Search the material for lines containing the word "唐尾広川線", and copy each one.
##### Provided records #####
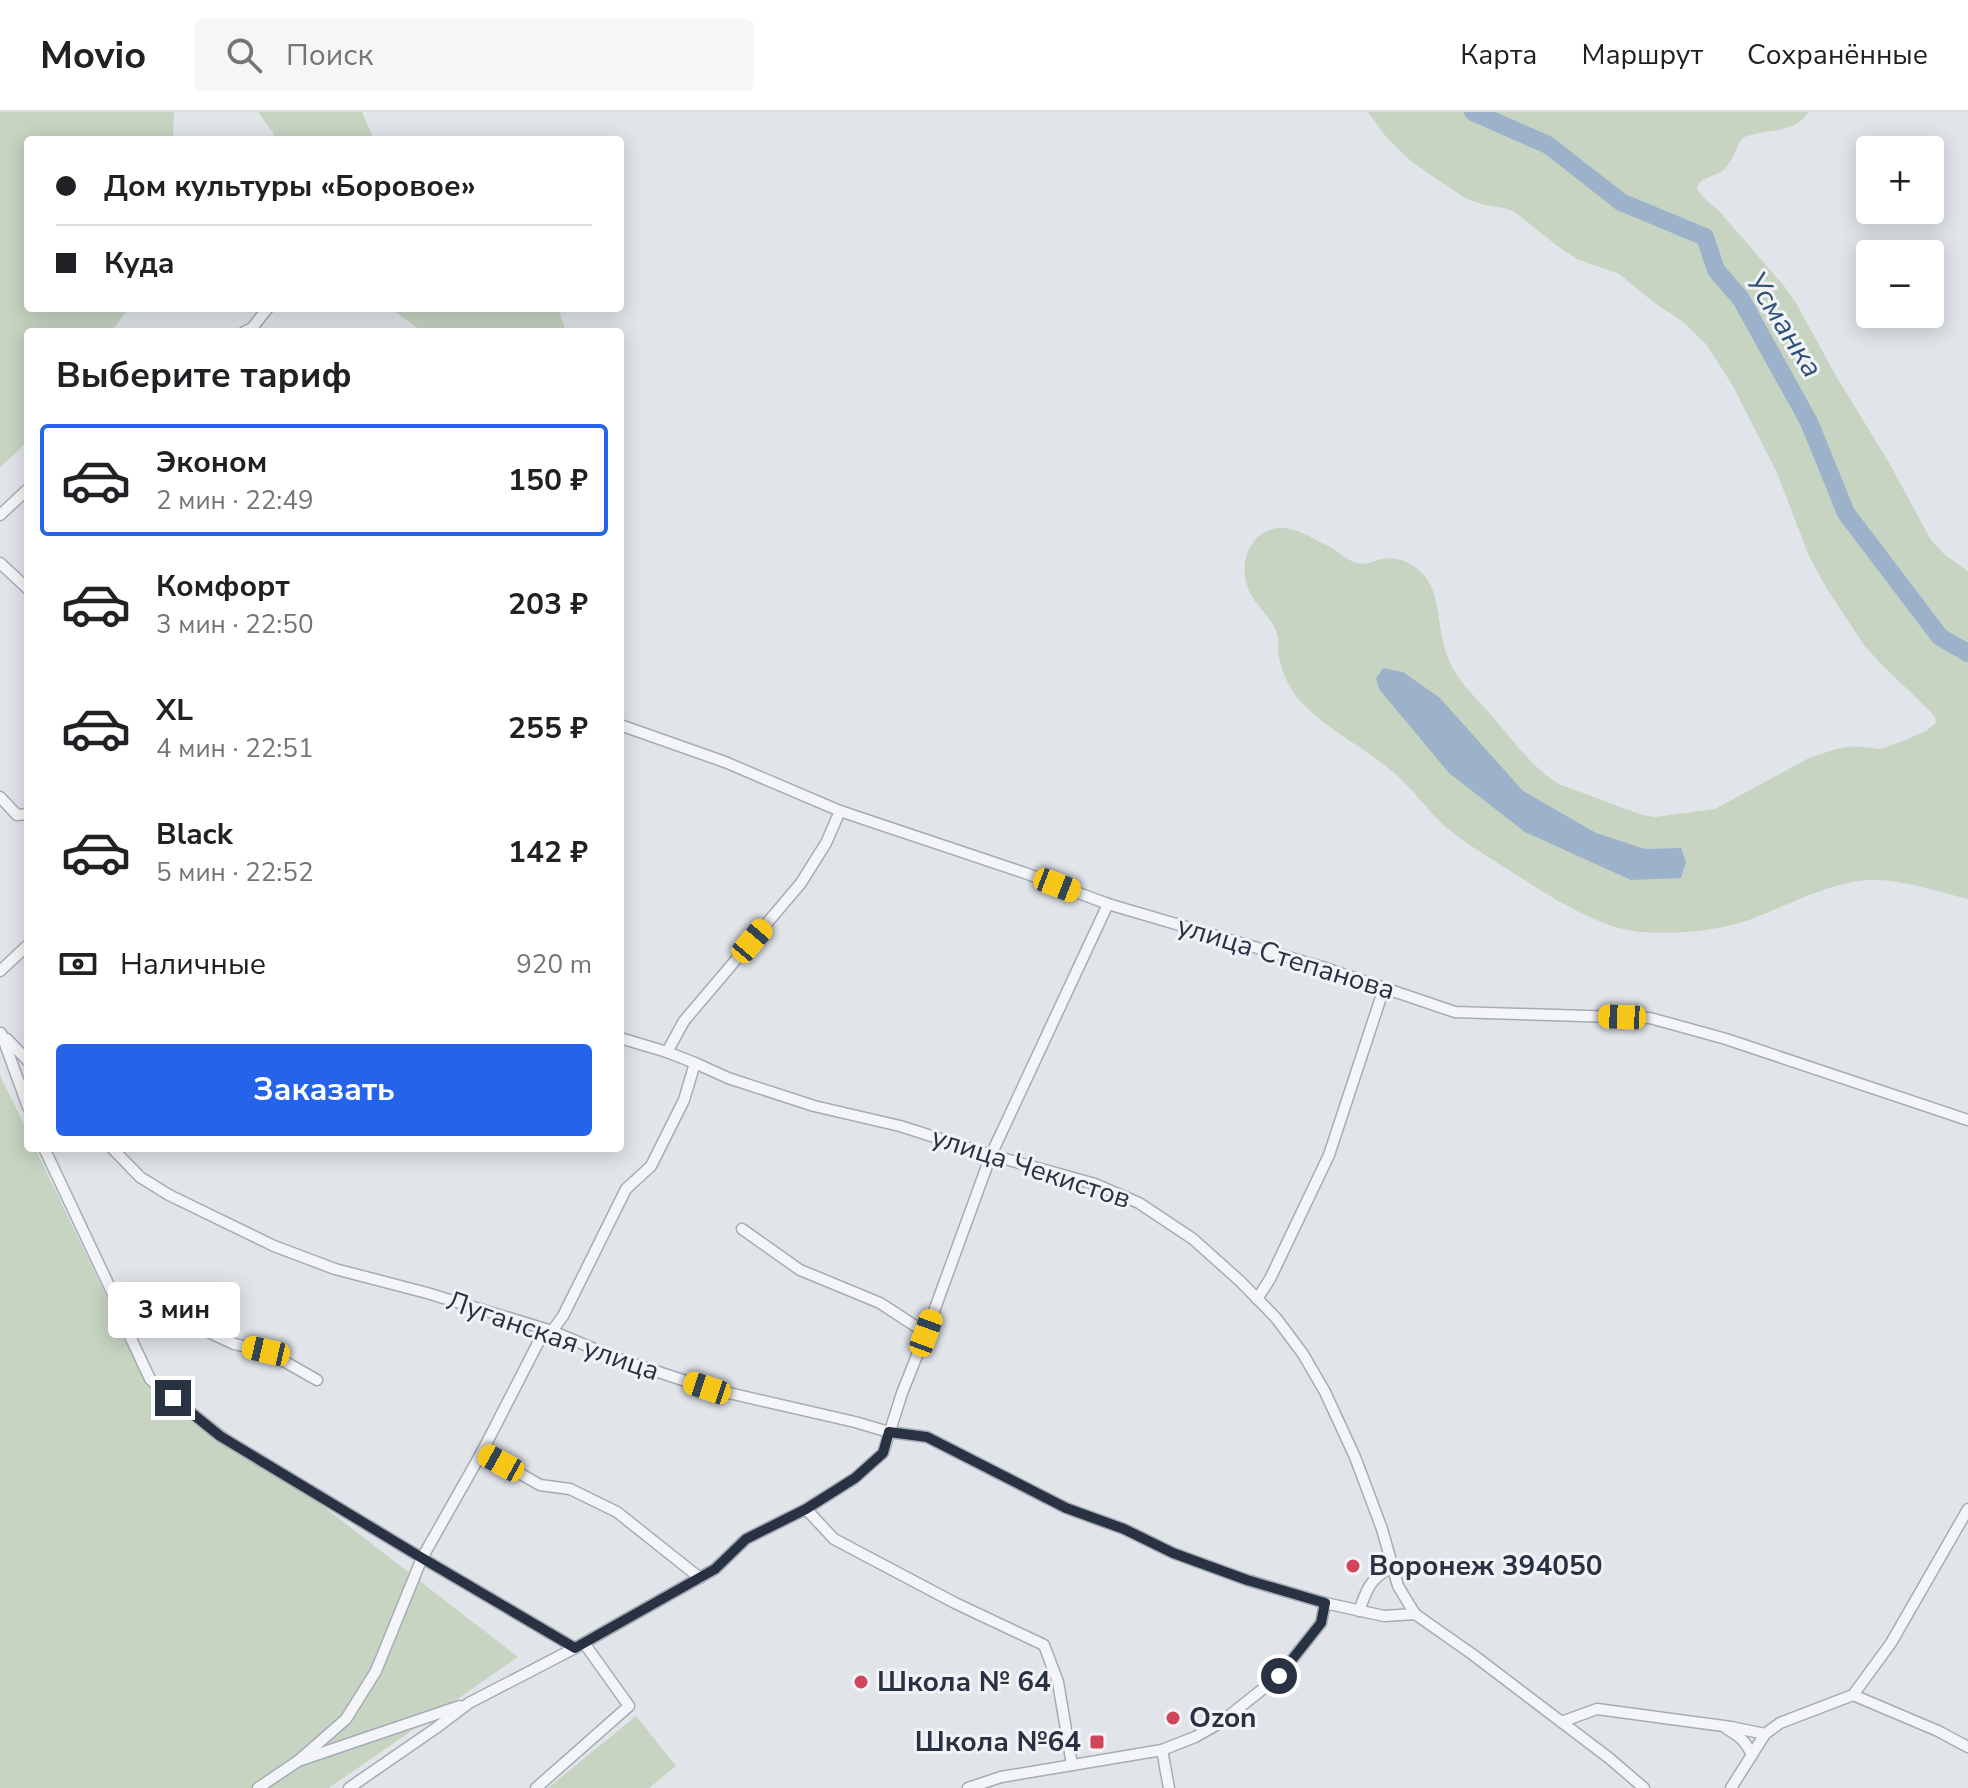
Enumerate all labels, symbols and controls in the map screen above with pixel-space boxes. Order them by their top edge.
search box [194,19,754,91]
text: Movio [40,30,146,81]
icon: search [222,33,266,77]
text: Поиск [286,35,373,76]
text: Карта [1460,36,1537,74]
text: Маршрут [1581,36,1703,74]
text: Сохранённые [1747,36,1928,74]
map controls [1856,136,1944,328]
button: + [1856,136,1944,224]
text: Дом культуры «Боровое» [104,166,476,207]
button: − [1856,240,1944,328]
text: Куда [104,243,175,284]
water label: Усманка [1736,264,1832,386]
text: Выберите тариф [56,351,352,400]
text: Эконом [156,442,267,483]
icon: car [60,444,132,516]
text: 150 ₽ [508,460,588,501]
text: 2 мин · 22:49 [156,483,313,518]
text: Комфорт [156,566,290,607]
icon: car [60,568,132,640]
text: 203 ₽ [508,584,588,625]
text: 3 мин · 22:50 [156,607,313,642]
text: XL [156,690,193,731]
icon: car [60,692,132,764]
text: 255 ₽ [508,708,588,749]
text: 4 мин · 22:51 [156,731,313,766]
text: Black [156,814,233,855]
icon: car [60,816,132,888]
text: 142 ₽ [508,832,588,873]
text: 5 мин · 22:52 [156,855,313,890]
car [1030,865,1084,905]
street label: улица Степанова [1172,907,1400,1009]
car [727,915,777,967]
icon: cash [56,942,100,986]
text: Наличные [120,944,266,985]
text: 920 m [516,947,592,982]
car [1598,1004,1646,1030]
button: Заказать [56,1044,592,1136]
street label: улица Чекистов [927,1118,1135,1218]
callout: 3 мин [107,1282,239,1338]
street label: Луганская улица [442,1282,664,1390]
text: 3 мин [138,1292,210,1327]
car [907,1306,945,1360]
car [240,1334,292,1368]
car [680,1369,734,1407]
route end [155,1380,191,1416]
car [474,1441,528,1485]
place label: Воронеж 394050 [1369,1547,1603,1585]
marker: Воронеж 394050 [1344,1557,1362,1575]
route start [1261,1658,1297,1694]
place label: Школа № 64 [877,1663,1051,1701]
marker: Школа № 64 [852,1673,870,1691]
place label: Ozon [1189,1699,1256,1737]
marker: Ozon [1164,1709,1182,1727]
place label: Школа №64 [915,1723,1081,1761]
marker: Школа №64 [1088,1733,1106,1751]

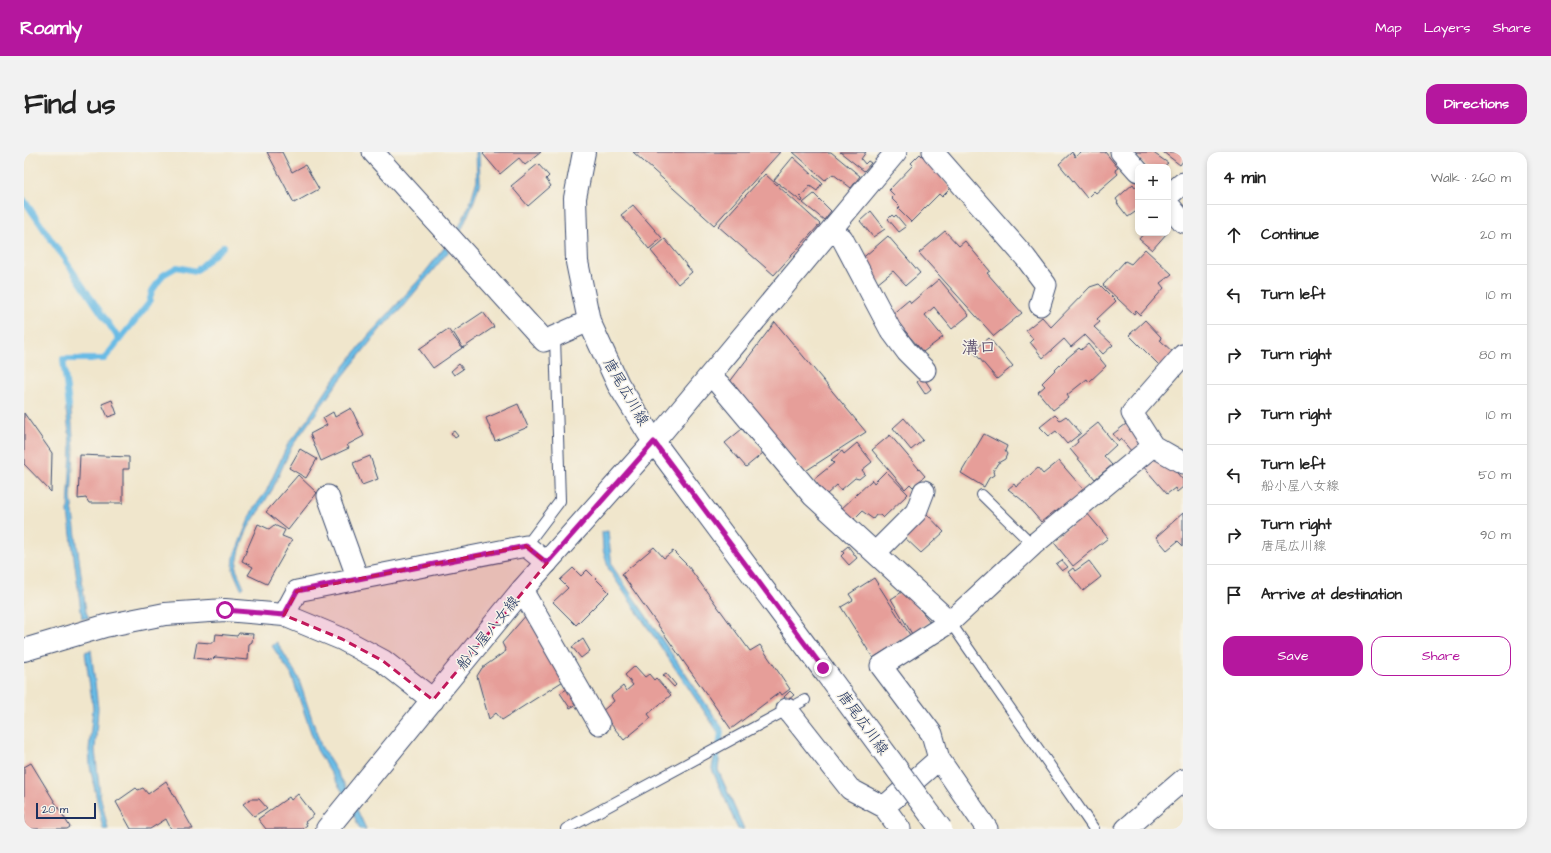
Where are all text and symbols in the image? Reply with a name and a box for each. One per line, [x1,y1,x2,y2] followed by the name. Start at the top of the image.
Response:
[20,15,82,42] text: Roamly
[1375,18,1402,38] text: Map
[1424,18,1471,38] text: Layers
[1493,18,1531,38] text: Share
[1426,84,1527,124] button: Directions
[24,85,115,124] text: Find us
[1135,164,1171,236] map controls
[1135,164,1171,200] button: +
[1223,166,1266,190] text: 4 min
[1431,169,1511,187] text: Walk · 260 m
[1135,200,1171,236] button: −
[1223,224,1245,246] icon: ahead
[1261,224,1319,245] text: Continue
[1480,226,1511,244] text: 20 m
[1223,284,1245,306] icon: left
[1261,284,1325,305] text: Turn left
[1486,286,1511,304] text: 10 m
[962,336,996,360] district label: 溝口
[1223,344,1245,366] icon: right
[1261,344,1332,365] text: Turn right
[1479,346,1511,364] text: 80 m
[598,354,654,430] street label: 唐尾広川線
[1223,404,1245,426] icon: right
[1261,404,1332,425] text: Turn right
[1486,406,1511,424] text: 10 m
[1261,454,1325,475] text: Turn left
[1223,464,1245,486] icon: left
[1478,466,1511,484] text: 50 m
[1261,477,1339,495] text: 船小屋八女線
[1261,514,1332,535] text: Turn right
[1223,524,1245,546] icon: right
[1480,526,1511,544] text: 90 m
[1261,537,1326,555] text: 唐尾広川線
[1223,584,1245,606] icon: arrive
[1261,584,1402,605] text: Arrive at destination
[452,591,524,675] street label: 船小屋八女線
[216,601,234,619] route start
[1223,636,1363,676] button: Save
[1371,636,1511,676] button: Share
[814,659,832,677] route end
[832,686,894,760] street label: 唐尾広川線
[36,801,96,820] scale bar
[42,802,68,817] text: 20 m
#####
### Your solution
[598,354,654,430] street label: 唐尾広川線
[1261,537,1326,555] text: 唐尾広川線
[832,686,894,760] street label: 唐尾広川線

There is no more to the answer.